THE PROBLEM:
Across the whole listing, copy out every line that includes the string "shadow".

[Start of Attachment]

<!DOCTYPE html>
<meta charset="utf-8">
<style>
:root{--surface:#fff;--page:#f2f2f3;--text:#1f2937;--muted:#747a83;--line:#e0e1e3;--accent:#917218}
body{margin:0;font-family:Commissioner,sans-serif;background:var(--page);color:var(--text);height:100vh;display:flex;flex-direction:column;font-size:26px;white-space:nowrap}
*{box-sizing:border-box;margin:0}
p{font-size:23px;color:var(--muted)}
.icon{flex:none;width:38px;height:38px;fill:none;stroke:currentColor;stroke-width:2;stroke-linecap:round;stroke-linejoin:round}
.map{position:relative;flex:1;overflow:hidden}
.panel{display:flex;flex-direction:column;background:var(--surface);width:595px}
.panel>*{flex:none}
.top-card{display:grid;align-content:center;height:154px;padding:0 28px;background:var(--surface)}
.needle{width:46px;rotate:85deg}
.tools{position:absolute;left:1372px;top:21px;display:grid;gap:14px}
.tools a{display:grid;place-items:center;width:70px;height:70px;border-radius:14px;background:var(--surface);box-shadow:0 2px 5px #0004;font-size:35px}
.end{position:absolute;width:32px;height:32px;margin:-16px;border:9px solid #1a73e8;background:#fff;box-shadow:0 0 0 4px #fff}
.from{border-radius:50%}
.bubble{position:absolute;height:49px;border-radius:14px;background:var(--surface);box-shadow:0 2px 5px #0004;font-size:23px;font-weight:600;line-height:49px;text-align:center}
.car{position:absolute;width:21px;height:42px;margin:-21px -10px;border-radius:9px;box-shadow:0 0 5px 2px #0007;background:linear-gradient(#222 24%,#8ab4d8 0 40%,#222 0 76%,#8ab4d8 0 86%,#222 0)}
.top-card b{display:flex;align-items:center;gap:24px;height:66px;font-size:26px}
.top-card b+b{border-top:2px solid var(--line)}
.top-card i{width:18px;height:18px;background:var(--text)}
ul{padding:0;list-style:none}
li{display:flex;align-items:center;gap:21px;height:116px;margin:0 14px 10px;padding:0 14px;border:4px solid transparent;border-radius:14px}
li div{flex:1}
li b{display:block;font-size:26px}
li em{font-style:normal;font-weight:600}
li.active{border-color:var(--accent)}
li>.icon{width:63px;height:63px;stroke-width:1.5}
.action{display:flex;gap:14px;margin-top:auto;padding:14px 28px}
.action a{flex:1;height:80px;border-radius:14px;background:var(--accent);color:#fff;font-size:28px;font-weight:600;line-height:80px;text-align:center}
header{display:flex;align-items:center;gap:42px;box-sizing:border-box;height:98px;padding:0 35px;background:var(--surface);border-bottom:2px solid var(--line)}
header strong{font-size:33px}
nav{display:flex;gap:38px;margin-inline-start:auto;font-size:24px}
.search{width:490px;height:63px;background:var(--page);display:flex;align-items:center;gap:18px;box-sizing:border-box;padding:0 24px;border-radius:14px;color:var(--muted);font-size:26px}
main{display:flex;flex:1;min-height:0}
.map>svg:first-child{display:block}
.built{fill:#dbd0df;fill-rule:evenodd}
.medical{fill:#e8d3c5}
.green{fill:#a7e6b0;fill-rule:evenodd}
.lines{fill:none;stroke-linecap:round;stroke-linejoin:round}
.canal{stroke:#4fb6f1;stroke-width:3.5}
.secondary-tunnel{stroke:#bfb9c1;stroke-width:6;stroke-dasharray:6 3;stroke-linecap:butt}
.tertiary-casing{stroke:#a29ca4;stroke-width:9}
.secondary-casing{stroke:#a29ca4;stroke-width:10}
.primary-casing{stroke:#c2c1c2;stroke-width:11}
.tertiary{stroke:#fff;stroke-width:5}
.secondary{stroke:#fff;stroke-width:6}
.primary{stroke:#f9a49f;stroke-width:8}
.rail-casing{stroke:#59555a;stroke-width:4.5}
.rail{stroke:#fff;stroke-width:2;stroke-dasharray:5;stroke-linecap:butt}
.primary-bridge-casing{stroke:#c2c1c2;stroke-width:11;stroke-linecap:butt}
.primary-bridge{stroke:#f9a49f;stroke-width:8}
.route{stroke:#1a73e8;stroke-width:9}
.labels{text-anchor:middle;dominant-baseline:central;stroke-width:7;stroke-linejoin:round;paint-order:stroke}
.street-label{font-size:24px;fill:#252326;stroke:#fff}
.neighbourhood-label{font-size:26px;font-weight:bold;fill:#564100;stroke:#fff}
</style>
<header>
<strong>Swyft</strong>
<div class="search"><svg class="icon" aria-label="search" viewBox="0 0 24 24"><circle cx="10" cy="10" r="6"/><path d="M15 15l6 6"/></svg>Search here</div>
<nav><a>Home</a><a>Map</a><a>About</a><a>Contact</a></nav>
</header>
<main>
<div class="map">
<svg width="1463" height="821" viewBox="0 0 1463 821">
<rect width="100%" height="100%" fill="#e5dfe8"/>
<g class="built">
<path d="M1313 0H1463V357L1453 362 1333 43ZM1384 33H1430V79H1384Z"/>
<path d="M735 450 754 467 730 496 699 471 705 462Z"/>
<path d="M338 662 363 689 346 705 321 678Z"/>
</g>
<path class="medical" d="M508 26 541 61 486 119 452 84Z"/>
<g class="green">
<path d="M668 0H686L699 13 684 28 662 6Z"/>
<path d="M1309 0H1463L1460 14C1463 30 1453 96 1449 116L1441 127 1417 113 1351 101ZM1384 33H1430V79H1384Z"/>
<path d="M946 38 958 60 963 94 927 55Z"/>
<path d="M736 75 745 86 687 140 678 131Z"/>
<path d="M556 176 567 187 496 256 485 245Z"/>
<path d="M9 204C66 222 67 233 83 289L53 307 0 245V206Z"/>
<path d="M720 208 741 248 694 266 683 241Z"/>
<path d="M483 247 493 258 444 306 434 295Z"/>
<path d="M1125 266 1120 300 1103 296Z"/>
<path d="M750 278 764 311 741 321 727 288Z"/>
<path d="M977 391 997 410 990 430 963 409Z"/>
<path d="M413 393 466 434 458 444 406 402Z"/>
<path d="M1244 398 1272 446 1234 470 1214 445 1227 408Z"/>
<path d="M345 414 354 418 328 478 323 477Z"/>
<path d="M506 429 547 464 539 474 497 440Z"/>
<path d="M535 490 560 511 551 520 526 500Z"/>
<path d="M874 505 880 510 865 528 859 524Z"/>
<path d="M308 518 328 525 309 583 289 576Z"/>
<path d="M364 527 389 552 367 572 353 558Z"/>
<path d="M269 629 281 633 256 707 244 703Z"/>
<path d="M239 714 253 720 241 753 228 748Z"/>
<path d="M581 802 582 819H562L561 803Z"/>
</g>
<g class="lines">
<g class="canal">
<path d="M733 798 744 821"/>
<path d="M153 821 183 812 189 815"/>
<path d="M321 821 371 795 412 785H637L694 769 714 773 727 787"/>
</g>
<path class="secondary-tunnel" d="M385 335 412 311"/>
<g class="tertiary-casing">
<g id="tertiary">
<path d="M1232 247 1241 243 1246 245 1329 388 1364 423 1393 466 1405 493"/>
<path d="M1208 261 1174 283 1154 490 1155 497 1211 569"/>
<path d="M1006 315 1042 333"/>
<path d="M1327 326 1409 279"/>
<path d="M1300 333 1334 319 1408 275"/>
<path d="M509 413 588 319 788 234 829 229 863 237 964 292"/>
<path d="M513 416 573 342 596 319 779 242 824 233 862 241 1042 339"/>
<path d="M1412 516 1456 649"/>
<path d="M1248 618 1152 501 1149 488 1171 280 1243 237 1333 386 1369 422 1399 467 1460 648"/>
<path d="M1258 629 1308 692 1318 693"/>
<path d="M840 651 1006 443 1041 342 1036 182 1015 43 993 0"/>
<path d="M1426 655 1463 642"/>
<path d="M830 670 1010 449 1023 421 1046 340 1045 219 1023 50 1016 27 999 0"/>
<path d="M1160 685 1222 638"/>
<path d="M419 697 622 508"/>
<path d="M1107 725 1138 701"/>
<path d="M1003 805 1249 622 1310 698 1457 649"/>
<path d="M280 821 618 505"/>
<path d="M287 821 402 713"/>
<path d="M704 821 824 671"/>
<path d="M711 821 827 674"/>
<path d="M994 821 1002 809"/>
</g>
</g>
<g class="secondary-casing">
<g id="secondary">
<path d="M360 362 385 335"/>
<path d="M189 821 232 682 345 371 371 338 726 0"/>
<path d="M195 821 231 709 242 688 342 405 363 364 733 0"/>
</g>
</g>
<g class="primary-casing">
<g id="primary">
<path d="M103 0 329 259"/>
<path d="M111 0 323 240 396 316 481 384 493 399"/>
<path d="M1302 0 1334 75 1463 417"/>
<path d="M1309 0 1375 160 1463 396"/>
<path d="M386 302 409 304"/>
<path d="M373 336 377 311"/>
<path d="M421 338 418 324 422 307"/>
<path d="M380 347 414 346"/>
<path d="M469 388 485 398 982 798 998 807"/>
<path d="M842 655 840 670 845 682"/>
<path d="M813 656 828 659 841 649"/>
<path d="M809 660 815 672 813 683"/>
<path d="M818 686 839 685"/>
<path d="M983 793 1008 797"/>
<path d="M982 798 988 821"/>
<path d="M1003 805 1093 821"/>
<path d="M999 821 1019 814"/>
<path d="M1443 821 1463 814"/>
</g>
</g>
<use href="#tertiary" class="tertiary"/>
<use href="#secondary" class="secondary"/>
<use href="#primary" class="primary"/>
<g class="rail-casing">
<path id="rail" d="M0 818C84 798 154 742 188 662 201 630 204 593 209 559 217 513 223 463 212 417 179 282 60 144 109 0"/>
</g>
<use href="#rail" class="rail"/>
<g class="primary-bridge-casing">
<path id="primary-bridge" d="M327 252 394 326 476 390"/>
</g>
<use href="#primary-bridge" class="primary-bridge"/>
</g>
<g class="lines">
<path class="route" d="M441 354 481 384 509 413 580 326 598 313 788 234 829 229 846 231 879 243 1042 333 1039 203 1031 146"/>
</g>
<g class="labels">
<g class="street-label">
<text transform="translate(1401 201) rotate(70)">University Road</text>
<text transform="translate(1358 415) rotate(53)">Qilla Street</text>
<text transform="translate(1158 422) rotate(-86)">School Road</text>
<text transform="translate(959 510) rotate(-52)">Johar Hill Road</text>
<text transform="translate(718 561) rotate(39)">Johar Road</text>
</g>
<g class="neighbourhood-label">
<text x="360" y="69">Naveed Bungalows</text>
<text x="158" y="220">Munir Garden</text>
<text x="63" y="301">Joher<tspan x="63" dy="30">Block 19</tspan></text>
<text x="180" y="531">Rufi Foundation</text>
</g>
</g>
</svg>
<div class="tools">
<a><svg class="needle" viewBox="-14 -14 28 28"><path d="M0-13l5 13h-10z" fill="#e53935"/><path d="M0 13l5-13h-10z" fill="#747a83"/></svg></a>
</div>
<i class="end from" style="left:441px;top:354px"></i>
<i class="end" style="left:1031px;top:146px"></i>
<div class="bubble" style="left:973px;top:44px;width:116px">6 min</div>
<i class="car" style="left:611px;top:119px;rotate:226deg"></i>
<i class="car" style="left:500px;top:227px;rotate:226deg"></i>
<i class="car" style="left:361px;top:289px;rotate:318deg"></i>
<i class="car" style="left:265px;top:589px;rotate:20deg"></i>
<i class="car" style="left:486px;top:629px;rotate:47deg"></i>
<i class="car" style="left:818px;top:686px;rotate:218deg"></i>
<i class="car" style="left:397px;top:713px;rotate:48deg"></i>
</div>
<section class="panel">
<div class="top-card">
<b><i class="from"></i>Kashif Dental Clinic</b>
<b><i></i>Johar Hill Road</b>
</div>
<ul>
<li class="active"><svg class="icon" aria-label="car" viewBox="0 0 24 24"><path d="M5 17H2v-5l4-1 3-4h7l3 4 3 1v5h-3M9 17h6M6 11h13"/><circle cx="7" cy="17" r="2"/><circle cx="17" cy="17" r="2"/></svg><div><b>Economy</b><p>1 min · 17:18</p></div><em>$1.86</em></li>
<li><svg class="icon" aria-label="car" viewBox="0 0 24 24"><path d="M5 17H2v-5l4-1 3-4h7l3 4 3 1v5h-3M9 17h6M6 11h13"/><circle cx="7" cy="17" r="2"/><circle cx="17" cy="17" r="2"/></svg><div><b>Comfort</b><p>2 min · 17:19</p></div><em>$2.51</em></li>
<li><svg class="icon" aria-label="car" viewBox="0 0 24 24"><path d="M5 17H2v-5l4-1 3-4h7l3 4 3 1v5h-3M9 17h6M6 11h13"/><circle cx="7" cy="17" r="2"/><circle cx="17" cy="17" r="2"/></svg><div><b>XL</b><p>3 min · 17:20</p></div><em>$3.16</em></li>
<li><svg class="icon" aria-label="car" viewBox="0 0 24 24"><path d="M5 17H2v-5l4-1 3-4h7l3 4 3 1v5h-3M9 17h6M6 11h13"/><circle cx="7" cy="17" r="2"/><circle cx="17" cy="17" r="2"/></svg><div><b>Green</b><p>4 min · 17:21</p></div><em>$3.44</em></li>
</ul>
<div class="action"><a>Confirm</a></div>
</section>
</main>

[End of Attachment]

ANSWER BELOW:
.tools a{display:grid;place-items:center;width:70px;height:70px;border-radius:14px;background:var(--surface);box-shadow:0 2px 5px #0004;font-size:35px}
.end{position:absolute;width:32px;height:32px;margin:-16px;border:9px solid #1a73e8;background:#fff;box-shadow:0 0 0 4px #fff}
.bubble{position:absolute;height:49px;border-radius:14px;background:var(--surface);box-shadow:0 2px 5px #0004;font-size:23px;font-weight:600;line-height:49px;text-align:center}
.car{position:absolute;width:21px;height:42px;margin:-21px -10px;border-radius:9px;box-shadow:0 0 5px 2px #0007;background:linear-gradient(#222 24%,#8ab4d8 0 40%,#222 0 76%,#8ab4d8 0 86%,#222 0)}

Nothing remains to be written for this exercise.